Work to complete → Every entry, start to finish, should be printed verbatim without pictures.

Records to use →

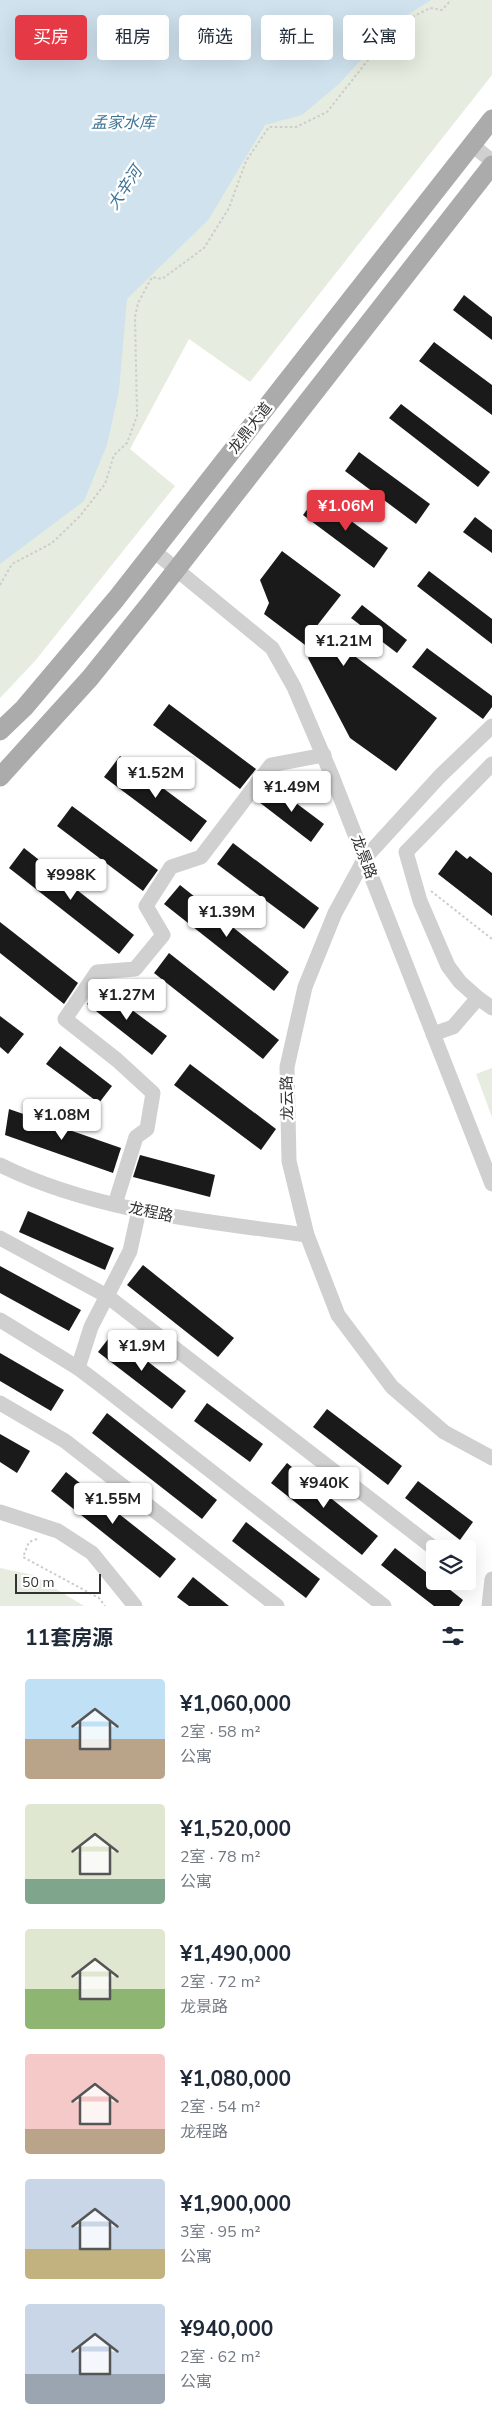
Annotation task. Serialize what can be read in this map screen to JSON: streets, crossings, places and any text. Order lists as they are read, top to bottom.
{
  "streets": {
    "main road": ["龙鼎大道"],
    "street": ["龙景路", "龙云路", "龙程路"]
  },
  "crossings": [
    ["龙鼎大道", "龙景路"],
    ["龙景路", "龙云路"],
    ["龙云路", "龙程路"]
  ],
  "water": ["孟家水库", "大辛河"],
  "scale_bar": "50 m",
  "page": {
    "chip": [
      "买房",
      "租房",
      "筛选",
      "新上",
      "公寓"
    ],
    "price": [
      "¥1.06M",
      "¥1.21M",
      "¥1.52M",
      "¥1.49M",
      "¥998K",
      "¥1.39M",
      "¥1.27M",
      "¥1.08M",
      "¥1.9M",
      "¥940K",
      "¥1.55M"
    ],
    "scale": "50 m",
    "heading": "11套房源",
    "list": [
      {
        "name": "¥1,060,000",
        "note": "2室 · 58 m² · 公寓"
      },
      {
        "name": "¥1,520,000",
        "note": "2室 · 78 m² · 公寓"
      },
      {
        "name": "¥1,490,000",
        "note": "2室 · 72 m² · 龙景路"
      },
      {
        "name": "¥1,080,000",
        "note": "2室 · 54 m² · 龙程路"
      },
      {
        "name": "¥1,900,000",
        "note": "3室 · 95 m² · 公寓"
      },
      {
        "name": "¥940,000",
        "note": "2室 · 62 m² · 公寓"
      }
    ]
  }
}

Exercise answer →
Annotation task. Serialize what can be read in this map screen to JSON: streets, crossings, places and any text. Order lists as they are read, top to bottom.
{
  "streets": {
    "main road": ["龙鼎大道"],
    "street": ["龙景路", "龙云路", "龙程路"]
  },
  "crossings": [
    ["龙鼎大道", "龙景路"],
    ["龙景路", "龙云路"],
    ["龙云路", "龙程路"]
  ],
  "water": ["孟家水库", "大辛河"],
  "scale_bar": "50 m",
  "page": {
    "chip": [
      "买房",
      "租房",
      "筛选",
      "新上",
      "公寓"
    ],
    "price": [
      "¥1.06M",
      "¥1.21M",
      "¥1.52M",
      "¥1.49M",
      "¥998K",
      "¥1.39M",
      "¥1.27M",
      "¥1.08M",
      "¥1.9M",
      "¥940K",
      "¥1.55M"
    ],
    "scale": "50 m",
    "heading": "11套房源",
    "list": [
      {
        "name": "¥1,060,000",
        "note": "2室 · 58 m² · 公寓"
      },
      {
        "name": "¥1,520,000",
        "note": "2室 · 78 m² · 公寓"
      },
      {
        "name": "¥1,490,000",
        "note": "2室 · 72 m² · 龙景路"
      },
      {
        "name": "¥1,080,000",
        "note": "2室 · 54 m² · 龙程路"
      },
      {
        "name": "¥1,900,000",
        "note": "3室 · 95 m² · 公寓"
      },
      {
        "name": "¥940,000",
        "note": "2室 · 62 m² · 公寓"
      }
    ]
  }
}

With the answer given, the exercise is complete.